「人生100年時代」といわれて久しい。会社員の定年退職の年齢も55歳から60歳に延び、今では希望者は65歳まで働けるようになっている。寿命もほぼ右肩上がりだが、亡くなる直前まで健康でいられるわけではない。平均すると亡くなる10年前後は病気と向き合っている人が大半だ。長く生きるだけでなく、できることならば、健康で楽しく長く生きていたい。ただ、体にいいことはつらさや不便さを伴うことも多い。あまり運動したくないし、おしいものを食べたいけれども健康でいたい。それは無理な願望なのだろうか。

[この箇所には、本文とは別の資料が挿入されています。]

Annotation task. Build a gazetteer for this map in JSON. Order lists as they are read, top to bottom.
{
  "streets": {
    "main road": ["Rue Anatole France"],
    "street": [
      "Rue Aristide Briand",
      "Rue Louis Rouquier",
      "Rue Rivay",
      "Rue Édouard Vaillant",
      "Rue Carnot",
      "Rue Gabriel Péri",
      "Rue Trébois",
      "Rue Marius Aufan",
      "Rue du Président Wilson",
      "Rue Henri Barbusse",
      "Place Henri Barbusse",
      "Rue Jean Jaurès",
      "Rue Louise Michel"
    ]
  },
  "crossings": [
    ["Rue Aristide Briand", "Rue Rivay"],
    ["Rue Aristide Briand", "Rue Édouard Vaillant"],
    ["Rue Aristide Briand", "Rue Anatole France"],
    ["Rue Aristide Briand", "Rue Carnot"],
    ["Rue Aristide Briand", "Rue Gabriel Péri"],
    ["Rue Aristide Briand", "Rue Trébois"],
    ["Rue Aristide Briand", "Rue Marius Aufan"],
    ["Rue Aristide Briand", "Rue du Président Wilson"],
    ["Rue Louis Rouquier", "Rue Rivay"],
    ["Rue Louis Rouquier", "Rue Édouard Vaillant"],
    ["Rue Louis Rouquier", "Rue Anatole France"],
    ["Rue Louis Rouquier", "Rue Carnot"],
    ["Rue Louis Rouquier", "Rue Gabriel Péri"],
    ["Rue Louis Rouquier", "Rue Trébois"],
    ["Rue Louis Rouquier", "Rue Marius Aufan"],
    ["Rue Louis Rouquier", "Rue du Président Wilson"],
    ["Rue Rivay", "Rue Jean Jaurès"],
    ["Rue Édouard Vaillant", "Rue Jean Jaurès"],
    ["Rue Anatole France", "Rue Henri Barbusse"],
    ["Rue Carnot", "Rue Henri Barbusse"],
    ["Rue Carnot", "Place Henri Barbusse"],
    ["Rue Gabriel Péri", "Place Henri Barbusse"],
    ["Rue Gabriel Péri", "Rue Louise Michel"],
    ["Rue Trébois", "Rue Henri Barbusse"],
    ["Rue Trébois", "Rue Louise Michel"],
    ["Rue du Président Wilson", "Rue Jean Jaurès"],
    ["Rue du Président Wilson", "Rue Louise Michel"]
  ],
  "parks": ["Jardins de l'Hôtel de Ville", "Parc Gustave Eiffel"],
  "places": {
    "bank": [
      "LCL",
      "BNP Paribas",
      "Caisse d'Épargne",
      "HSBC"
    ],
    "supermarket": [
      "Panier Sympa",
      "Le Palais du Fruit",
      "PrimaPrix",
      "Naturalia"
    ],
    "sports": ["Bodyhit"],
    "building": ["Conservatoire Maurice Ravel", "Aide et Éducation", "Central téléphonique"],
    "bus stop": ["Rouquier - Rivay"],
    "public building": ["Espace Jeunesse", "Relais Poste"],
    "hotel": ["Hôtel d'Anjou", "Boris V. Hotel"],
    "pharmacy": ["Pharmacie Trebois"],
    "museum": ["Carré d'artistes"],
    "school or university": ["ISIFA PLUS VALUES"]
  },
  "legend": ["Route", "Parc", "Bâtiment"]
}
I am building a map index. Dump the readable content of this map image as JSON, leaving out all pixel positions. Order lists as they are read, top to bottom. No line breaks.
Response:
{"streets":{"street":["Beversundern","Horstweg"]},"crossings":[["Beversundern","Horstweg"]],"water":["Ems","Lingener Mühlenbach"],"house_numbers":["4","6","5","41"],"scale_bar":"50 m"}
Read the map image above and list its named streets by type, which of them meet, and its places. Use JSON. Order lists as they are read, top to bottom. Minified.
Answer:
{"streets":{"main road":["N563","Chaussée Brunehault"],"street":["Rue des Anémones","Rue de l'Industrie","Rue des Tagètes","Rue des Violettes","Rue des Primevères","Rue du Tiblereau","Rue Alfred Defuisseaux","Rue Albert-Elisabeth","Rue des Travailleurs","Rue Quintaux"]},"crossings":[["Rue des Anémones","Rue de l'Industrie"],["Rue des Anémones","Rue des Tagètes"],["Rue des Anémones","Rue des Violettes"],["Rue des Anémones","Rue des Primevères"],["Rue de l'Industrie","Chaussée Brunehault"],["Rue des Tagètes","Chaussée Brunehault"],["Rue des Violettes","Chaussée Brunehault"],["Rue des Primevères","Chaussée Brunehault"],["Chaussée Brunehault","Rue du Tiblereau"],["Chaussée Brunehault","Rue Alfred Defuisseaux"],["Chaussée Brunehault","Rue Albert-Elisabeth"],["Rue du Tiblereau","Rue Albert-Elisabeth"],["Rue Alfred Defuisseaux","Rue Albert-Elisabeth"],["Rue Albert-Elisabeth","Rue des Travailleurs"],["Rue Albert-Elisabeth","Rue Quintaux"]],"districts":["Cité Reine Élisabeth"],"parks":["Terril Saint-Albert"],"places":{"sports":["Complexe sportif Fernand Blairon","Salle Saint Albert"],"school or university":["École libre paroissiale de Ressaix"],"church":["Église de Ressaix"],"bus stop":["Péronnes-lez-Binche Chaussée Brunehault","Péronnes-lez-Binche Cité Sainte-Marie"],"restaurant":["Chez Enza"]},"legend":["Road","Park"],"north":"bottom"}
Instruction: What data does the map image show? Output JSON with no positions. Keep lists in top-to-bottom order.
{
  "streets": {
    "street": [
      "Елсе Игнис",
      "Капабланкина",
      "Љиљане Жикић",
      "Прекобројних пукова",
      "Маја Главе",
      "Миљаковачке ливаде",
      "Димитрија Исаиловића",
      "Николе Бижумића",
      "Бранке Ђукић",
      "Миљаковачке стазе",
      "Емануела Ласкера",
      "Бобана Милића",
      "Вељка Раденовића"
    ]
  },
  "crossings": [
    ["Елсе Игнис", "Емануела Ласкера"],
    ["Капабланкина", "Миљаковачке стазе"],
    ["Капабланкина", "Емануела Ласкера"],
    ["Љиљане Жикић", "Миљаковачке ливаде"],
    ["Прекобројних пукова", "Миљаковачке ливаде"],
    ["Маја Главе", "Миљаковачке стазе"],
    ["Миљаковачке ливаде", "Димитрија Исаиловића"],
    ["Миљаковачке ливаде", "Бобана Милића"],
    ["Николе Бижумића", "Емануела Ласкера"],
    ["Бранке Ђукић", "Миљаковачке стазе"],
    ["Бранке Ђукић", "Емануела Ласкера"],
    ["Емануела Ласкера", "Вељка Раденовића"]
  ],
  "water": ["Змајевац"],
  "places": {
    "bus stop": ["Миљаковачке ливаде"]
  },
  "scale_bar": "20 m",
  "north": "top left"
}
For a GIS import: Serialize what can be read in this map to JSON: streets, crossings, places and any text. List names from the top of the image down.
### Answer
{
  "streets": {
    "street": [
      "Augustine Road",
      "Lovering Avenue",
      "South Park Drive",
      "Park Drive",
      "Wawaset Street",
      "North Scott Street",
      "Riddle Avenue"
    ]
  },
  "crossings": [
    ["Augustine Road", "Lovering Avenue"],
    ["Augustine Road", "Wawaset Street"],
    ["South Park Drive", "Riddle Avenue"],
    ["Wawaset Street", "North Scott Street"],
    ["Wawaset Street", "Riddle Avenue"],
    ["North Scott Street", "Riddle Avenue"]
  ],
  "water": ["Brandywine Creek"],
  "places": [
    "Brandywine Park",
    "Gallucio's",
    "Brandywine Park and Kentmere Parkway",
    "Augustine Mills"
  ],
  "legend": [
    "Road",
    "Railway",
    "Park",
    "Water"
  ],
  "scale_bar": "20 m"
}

多くの人は一日でも長く健康でいたいと願っているはずだ。
健康を維持するにはそれなりの努力が必要なことも理解しているが、可能ならば、無理せず、健康を手に入れたいと考えるのが人間だ。
「きついトレーニングはしたくないけれども、ウォーキングくらいなら」と思っても、最初の一歩を踏み出せない人が多い。厚生労働省はウォーキングの具体的な目標値としては、20~64歳の場合、男性で9,000歩、女性8,500歩、65歳以上の場合は男性で7,000歩、女性で6,000歩をあげている。そう多くない目標値だが、運動習慣がないわけだから、歩く意欲を起こさせるのが大変だ。
「運動したくない、でも健康でいたい」のような状況を両立させるためには、無理なく日常的にできる仕組みづくりが重要だ。
ウォーキングを暮らしに組み込むには「階段を使いなさい」「1駅手前で降りなさい」とよくいわれるが、それだと運動することで、不便さが増えるというトレードオフの関係になってしまう。これでは続けるのが簡単ではない。
では、どうすればいいのか。運動する時に運動以外にプラスのメリットを見出せばいい。つまり1-1=0ではなく1+1=2にする習慣をつくるのだ。
例えば、都心に住んでいて仕事で外回りが多い人は時間に余裕を見て交通機関(特にタクシー)を使わないで、目的地まで歩いてみる。取引先には必ず行かなければいけないので強制的に歩かざるを得ない。
外回りが多い人の中には電車やバスで目的地近くまで移動して、喫茶店などで時間を潰す人もいるだろう。時間を見積もった上で歩けば、歩速も調整でき、時間を過不足なく使った気持ちになれる。お金の節約にもなる。
運動と同じように健康に欠かせないのが食事だ。
「若いころと同じ量を食べているだけなのに気づいたら何キログラムも太っていた」というのはよくある話だ。その原因のひとつは食事の中身にある。
忙しいのでつい昼間は麺類ですましてしまう人も多いだろう。極端な例では、毎日、うどんかそばかラーメンという人もいるだろう。そうすると結果的に糖質過多でたんぱく質不足に陥りがちだ。
そこで、主食でたん白質を摂れるようにと大豆をつかった麺が最近は実用化されている。
「あまりおいしくなさそう」という声も聞こえてきそうだが、味は日進月歩だ。
確かに大豆麺は特有のクセのある香りとザラつきがあり、コシも出しづらく、おいしさをどう担保するかが課題だった。大豆の種類を選別したり、配合割合についても試行錯誤を繰り返したりすることで、確実に小麦麺に味は近づいている。健康ブームも追い風に少しずつ認知度が高まっている。
大豆麺は一例だが、健康的な食べ物は酸味や苦みが強いことも多く、「おいしい」と 「健康」は矛盾しがちだが、近年はテクノロジーによってこのトレードオフをなくす取り組みが目覚ましい。
従来両立しないと思われているもの、トレードオフになりがちなものを両立させていく。簡単なことではないが、最初からあきらめてはいけない。少し見方を変えることや、テクノロジーを使うことでそのハードルを低くすることは決して不可能ではない。